In Fig. 6 we analyse the behaviour of the angles θ_int, θ_sat, and θ_ch by dividing the filaments based on their density. Two samples were taken using the first and fourth quartiles of the filament densities, corresponding to 24.5 and 82.7 Mpc⁻³, respectively. Note that, to calculate this density, we considered all galaxies with stellar mass greater than 10^8.5 M_⊙. Darker lines represent higher-density filaments, while lighter lines indicate lower-density ones. In the left panel, we examine the alignment between DM and stars (θ_int). For denser filaments, the stellar component is less aligned with its DM halo along the major axis, particularly at higher masses. In contrast, the minor axes exhibit the opposite trend, with greater alignment in denser environments. This is clearly shown in the lower panel, which quantifies the ratio of angles between low- and high-density filaments, θ^low/θ^high. For the major axis (solid line), we observe differences of up to 20% at high masses, while the minor axis (dashed line) shows smaller differences of around 10% at low masses. The middle and right panels present θ_sat and θ_ch, respectively. Both panels show that for both minor and major axes, there is a greater alignment in less dense filaments. In summary, the only exception to this trend is the alignment θ_int for the minor axis at lower masses, which behaves differently than the other alignments. Regarding the ratio of angles between low- and high-density filaments for θ_sat, our analysis demonstrates that only the major axis is responsive to filament density, showing consistent differences of approximately 10% throughout the halo mass range. Furthermore, the ratio for θ_ch remains similar for both axes and increases with mass, spanning from very low values to greater than 20%. These results underscore the strong effect of different filament environments on the alignment of central galaxies with respect to the three different reference scales explored in this paper.

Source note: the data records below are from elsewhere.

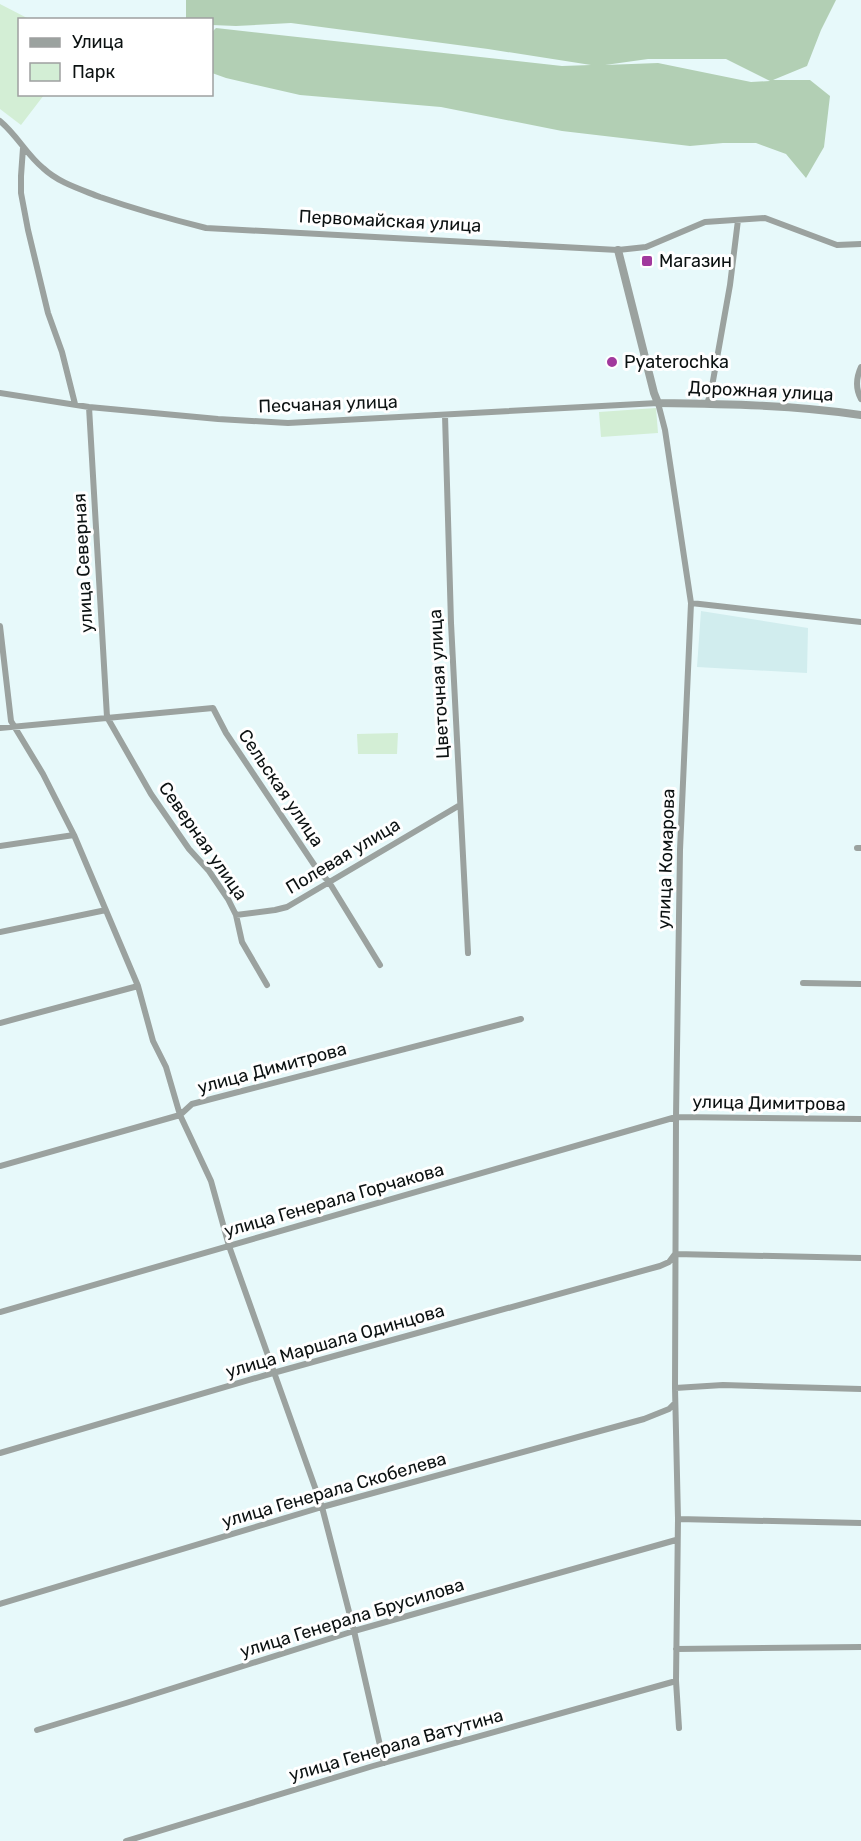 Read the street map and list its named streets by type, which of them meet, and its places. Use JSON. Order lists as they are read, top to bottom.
{
  "streets": {
    "street": [
      "Первомайская улица",
      "Дорожная улица",
      "Песчаная улица",
      "улица Северная",
      "Цветочная улица",
      "Сельская улица",
      "Северная улица",
      "Полевая улица",
      "улица Комарова",
      "улица Димитрова",
      "улица Генерала Горчакова",
      "улица Маршала Одинцова",
      "улица Генерала Скобелева",
      "улица Генерала Брусилова",
      "улица Генерала Ватутина"
    ]
  },
  "crossings": [
    ["Дорожная улица", "Песчаная улица"],
    ["Дорожная улица", "улица Комарова"],
    ["Песчаная улица", "улица Северная"],
    ["Песчаная улица", "Цветочная улица"],
    ["Песчаная улица", "улица Комарова"],
    ["улица Северная", "Сельская улица"],
    ["улица Северная", "Северная улица"],
    ["Цветочная улица", "Полевая улица"],
    ["Сельская улица", "Северная улица"],
    ["Сельская улица", "Полевая улица"],
    ["Северная улица", "Полевая улица"],
    ["улица Комарова", "улица Димитрова"],
    ["улица Комарова", "улица Генерала Горчакова"],
    ["улица Комарова", "улица Маршала Одинцова"],
    ["улица Комарова", "улица Генерала Скобелева"],
    ["улица Комарова", "улица Генерала Брусилова"],
    ["улица Комарова", "улица Генерала Ватутина"],
    ["улица Димитрова", "улица Генерала Горчакова"]
  ],
  "places": {
    "transit": ["Магазин"],
    "other": ["Pyaterochka"]
  },
  "legend": ["Улица", "Парк"]
}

Fig. 6. Dependence on halo mass the angles θint (left), θsat (centre), and θch (right) for central galaxies located in filaments of varying densities. Darker lines represent the highest density quartile, while lighter lines correspond to the lowest. In all panels, solid lines represent the major axis, while dotted lines represent the minor axis. The lower panels show the ratio between the results at different densities.

The results indicate that in the outermost regions of the halo traced by θ_sat and θ_ch, the denser filaments generate a misalignment with respect to the major and minor axes of the central galaxy. On the other hand, in the innermost regions (traced by θ_int), DM and stars tend to align with the minor axis of the galaxy.

5.2. Variations with local density

At this stage, a key question that emerges is whether the filaments (as physical structures) are directly influencing the alignments, or whether we are simply measuring local density effects; in other words, whether the filaments or the local environment are responsible for affecting the alignments. Therefore, it is important to examine how much these samples differ in local density.

To address this issue, we estimated the local density by calculating the density of DM within a sphere of radius 5 Mpc centred around each BGG. We compared the local density distributions of central galaxies found in low- and high-density filaments, as is illustrated in Fig. 7. We present the results across four halo mass ranges to avoid potential biases associated with the mass variability. Due to the significant differences in local density observed between the two samples, we found that adjusting for local density resulted in alignment differences that closely resembled those shown in Fig. 6, which classifies galaxies according to filament density (we do not display this figure here because it does not provide relevant information).

Fig. 7. Local density distribution at 5 Mpc for central galaxies found in low- and high-density filaments.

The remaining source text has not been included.